Gentle exercises and calm Chinese music introduce a practice with its roots in the ancient world but its feet firmly planted in the present.

This is World Falun Dafa Day, a celebration not only of the well-known qigong practice, but of the resilience of its adherents in China.

Around 100 people gathered at Trafalgar Square’s north terrace in London on Saturday, May 14th, to celebrate the day.

World Falun Dafa Day, held on May 13th each year, is a celebration for members of the spiritual practice Falun Gong (also called Falun Dafa). It is the anniversary of the day the founder of Falun Gong, Li Hongzhi, began publicly teaching the practice in China. It is also Li Hongzhi’s birthday.

The 100 attendees demonstrated Falun Gong’s meditative exercises, sang songs, gave speeches, and distributed flyers to passers-by. A Chinese calligraphy artist wrote inscriptions for anyone who asked, while others gave out origami lotus flowers, a symbol of purity and beauty in Chinese culture.

Falun Gong Founder Li Hongzhi

Li Hongzhi first taught Falun Gong in a schoolhouse in Changchun in northeastern China in 1992. At the time, Falun Gong was known as one among many qigong practices that were offered to the public in China.
Falun Gong involves practising five meditative exercises and living according to teachings based on the principles of truthfulness, compassion, and forbearance.

The popularity of Falun Gong grew rapidly as many people reported improved health through practising the exercises. The spiritual side of Falun Gong also appealed to a large portion of the Chinese public in an increasingly materialistic Chinese society. In 1996, the main book of Falun Gong, Zhuan Falun, became a best-seller in China.
In February 1999, US News and World Report, citing state officials, reported that between 70 and 100 million people in China were practising Falun Gong. Falun Gong sources say the number of practitioners was in fact over 100 million at that time.

Yudong Gao, who came to the UK from China, attended the event. She told The Epoch Times: “Before 1999, Falun Gong was very popular and welcomed by Chinese people. I learned Falun Gong from my mum. She knew about it from a friend.”

She praised Falun Gong founder Li Hongzhi: “He is a great man, from my point of view. He introduced Falun Gong to the public and brought benefits to many people.”

Londoner Zek Halu also attended. “I had lots of injuries from martial arts and they started vanishing a few weeks after I started doing the exercises,” he said. “It was so fast that I nearly missed it. On the health front, lots of things got sorted out in my body.

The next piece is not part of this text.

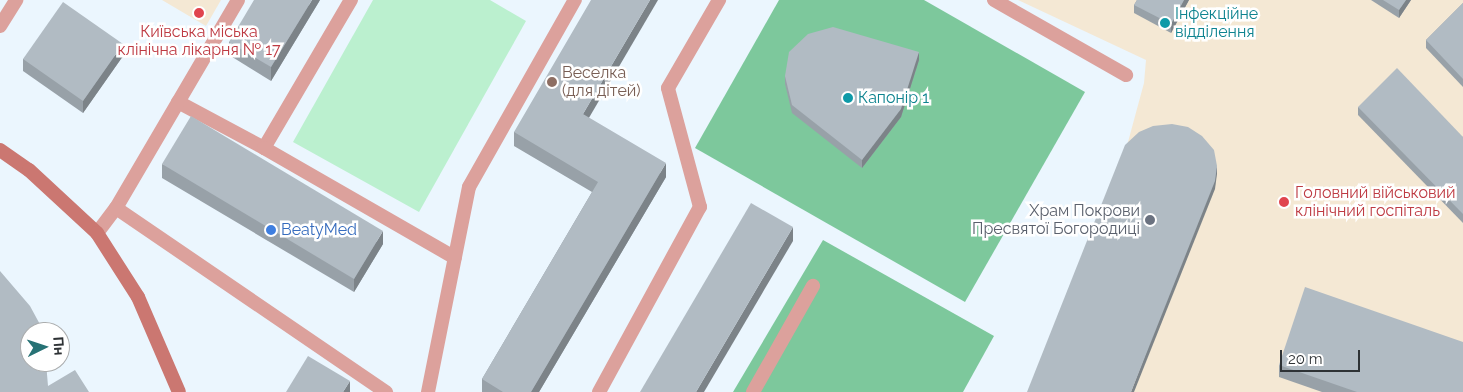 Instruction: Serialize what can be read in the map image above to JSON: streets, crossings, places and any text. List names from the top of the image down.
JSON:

“I feel great about Master Li [Falun Gong followers often refer to Li Hongzhi as ”Master Li“, in keeping with Chinese tradition]. The main feeling is gratitude because he has given me something that entirely changed my life. I don’t just mean that my health just got a little bit better, the whole direction of my life, everything I do, every aspect of my life has changed and for someone to do that, how do you pay them back? There is no way I can pay back what I have been given.”

In addition to the celebrations, the event also touched upon the ongoing persecution of Falun Gong in China. Practitioners passed out a petition, asking the public to urge David Cameron to condemn the persecution of Falun Gong in China and to demand the immediate release of all family members of UK residents imprisoned inside China for practising Falun Gong.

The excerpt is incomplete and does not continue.